Disons qu’on en fait beaucoup. Aussi parce que les métiers en pénurie sont souvent assumés par des jeunes. Etre infirmier, par exemple, c’est lourd. Difficile. Sur le long terme, ça incite à papillonner. Dans le cas de cette génération, le problème est plus lié aux contraintes du marché de l’emploi et à sa structure qui, faut-il le rappeler, inclut un rapport de force entre employeurs et travailleurs. Quand les socialistes disent qu’il est opportun de régulariser les sans-papiers pour qu’ils puissent avoir accès aux métiers en pénurie et, qu’a contrario, les libéraux prônent l’activation des demandeurs d’emploi, on se trouve dans des logiques différentes de structurations de marché de l’emploi. Et ces structurations répondent elles-mêmes à des idéologies politiques.
Je ne pense pas qu’il y ait une réalité propre à une génération X, Y ou Z ou qu’il y ait des comportements et des compétences spécifiques aux jeunes générations. Depuis les années 1980 et 1990, déjà, la mobilité des travailleurs est plus importante et l’accès aux outils numériques est plus simple. Rien n’indique que cette jeune génération sera forcément plus attirée par une semaine de quatre jours sans baisse de salaire que les plus anciens. Ce qui est par contre intéressant, c’est que cette réduction du temps de travail pourrait modifier fondamentalement l’organisation de notre société.
Un week-end de trois jours par semaine, appelons ça comme cela, suppose un accès aux activités de loisirs, de culture, de formation ou d’éducation permanente. Et donc un appel significatif en matière de ressources. Dans un tel contexte, on peut imaginer que le secteur associatif et culturel connaîtrait un essor important.
A moins que les travailleurs ne mettent à profit ce jour «off» pour arrondir leur fins de mois…
On observe déjà cela dans certaines professions. Les agents de collecte des immondices, par exemple, ont un temps de travail défini par leurs activités. Ces ouvriers se mettent une pression dingue, au risque d’y perdre leur santé, pour finir leur journée le plus tôt possible car c’est pour eux une opportunité d’avoir une deuxième activité professionnelle – souvent souterraine, d’ailleurs – leur permettant de s’assurer un niveau de vie plus confortable.
Nous nous trouvons aujourd’hui dans une nouvelle réalité, celle de travailleurs pauvres. Avec la semaine de quatre jours, il se pourrait que davantage de personnes envisagent de cumuler un temps plein et un autre job à temps partiel.
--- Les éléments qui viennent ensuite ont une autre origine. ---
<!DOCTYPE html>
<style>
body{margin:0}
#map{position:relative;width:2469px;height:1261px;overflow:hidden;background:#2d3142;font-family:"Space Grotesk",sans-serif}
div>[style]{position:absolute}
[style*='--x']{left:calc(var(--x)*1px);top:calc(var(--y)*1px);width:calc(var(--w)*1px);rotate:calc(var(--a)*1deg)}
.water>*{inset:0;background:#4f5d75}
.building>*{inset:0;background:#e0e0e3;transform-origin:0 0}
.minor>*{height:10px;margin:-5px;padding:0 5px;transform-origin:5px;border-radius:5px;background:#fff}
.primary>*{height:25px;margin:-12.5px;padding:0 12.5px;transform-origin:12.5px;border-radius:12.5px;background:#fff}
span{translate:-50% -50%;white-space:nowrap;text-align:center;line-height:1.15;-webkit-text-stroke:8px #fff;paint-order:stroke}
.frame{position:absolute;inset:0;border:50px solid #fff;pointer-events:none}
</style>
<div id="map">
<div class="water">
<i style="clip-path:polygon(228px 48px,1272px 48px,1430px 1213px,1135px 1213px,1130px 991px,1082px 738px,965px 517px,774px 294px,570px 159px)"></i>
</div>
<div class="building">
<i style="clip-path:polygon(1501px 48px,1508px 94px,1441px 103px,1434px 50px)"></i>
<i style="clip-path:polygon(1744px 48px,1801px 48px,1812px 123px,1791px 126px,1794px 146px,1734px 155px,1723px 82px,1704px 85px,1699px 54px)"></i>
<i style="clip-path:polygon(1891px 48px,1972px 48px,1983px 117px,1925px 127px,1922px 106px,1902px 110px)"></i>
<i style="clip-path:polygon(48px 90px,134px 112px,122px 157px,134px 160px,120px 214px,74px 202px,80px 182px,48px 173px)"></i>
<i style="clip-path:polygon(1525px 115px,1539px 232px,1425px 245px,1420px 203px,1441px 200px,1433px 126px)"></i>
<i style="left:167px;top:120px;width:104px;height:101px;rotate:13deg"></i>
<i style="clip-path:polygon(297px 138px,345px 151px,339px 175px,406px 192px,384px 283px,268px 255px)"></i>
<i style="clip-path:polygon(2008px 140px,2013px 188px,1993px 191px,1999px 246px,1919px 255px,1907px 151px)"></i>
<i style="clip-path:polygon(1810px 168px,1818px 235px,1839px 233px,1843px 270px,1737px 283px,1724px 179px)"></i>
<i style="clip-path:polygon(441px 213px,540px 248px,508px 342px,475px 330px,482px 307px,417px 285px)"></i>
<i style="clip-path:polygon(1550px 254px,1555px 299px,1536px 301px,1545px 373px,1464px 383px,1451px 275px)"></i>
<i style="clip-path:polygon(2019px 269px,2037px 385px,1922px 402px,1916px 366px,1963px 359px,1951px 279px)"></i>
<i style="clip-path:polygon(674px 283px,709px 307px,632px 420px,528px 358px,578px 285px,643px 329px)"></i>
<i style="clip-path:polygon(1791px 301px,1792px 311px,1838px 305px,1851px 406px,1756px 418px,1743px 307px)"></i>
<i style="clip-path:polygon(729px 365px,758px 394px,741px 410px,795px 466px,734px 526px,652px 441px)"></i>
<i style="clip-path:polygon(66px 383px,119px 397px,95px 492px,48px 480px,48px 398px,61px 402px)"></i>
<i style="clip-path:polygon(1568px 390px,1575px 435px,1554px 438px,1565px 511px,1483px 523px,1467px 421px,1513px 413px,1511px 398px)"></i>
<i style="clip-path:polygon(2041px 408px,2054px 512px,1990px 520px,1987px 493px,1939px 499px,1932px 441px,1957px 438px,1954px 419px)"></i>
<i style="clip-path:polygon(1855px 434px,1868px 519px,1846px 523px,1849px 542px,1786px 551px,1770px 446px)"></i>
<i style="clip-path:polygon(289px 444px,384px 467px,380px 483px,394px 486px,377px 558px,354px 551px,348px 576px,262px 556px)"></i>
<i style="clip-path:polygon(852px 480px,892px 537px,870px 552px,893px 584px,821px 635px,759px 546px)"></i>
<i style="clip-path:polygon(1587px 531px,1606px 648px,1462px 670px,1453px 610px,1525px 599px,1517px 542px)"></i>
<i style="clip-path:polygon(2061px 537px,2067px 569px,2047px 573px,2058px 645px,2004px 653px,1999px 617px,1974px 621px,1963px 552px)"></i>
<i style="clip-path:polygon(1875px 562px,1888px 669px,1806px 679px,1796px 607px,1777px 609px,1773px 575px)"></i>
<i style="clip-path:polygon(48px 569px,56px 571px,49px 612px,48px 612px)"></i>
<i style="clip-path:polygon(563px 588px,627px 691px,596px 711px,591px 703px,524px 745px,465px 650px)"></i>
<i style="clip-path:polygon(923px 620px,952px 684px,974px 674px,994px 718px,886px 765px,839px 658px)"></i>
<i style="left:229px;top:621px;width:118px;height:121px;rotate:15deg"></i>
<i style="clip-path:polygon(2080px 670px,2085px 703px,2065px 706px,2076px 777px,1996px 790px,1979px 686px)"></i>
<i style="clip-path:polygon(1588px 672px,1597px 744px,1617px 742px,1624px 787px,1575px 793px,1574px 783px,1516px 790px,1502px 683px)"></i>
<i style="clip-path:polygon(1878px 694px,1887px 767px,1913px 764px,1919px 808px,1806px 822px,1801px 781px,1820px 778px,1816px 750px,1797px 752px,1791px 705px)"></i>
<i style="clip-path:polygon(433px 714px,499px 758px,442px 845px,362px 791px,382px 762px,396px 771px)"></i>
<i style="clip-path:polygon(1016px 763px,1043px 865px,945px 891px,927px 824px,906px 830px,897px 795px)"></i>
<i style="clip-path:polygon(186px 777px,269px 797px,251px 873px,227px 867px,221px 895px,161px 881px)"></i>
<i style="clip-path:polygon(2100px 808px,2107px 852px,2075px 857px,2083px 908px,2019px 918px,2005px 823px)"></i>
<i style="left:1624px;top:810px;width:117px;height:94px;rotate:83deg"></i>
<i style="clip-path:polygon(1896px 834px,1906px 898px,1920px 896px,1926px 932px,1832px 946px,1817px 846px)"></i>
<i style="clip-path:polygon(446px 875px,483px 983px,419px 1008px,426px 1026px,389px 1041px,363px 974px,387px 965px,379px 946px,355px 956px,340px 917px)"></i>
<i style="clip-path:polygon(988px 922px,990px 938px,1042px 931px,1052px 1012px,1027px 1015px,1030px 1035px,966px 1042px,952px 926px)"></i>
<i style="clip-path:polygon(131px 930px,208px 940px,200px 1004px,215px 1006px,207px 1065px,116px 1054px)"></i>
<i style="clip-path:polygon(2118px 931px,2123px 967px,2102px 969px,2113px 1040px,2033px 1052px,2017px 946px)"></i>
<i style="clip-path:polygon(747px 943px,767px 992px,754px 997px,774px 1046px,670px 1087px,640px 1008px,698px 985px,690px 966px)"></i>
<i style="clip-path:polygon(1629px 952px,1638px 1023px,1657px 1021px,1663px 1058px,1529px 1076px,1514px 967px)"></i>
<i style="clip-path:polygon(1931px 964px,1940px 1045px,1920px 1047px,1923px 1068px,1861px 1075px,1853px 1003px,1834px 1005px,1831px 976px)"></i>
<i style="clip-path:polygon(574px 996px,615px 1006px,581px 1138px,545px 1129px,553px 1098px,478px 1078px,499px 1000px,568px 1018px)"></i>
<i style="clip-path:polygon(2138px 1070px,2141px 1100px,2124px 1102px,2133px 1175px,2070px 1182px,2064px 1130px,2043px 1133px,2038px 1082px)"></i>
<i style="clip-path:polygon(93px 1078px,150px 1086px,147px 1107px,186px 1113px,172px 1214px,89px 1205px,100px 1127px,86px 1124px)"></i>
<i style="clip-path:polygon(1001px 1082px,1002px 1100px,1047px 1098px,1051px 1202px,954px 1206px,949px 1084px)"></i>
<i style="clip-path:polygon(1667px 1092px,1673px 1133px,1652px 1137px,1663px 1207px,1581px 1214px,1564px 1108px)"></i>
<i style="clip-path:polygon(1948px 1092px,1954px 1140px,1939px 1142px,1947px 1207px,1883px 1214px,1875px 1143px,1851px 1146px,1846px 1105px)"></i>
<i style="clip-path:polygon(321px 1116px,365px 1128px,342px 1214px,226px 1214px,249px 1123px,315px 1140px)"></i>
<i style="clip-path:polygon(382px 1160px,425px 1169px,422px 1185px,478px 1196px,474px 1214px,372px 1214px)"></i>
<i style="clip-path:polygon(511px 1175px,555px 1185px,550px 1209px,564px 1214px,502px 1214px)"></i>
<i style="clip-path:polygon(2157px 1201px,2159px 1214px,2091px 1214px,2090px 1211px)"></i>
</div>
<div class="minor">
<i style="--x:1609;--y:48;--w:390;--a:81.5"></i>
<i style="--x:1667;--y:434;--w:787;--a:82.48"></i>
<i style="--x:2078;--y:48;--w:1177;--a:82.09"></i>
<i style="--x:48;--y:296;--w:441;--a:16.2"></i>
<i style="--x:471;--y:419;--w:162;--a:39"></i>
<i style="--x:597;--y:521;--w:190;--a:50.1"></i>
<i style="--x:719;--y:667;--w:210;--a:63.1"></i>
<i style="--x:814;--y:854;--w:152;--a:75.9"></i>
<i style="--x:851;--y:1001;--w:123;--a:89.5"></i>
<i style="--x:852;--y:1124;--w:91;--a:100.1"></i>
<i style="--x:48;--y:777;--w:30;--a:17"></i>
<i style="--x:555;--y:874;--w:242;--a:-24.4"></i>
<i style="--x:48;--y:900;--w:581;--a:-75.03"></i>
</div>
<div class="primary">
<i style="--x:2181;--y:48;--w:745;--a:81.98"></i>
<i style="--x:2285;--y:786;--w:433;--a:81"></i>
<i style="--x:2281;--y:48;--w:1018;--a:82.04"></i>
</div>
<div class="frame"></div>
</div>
Ce n’est donc pas vraiment une solution pour limiter le burnout et résoudre le problème de perte de sens au travail?
La pression étant plus aiguë, vu le temps de travail plus court, il n’est pas impossible que, paradoxalement, certains risques psychosociaux liés au harcèlement, au burnout et à la perte de sens, s’accentuent. Les risques physiques, par contre, pourraient diminuer. Un employé qui gère une caisse dans une grande surface doit garder une posture physique contraignante et peut ressentir des douleurs. S’il y a moins de tensions sur le corps, il est clair que la personne souffrira moins.
Enfin, il ne faut pas oublier que le burnout est lié à un phénomène apparu dans les années 1980 et qui caractérise aujourd’hui nos sociétés occidentales: l’individualisation de plus en plus forte de nos rapports au travail. Les relations collectives du travail traitent de plus en plus de cas individuels et de moins en moins des conditions de travail en général. La demande sociale qui nous est faite est davantage liée à la performance du sujet.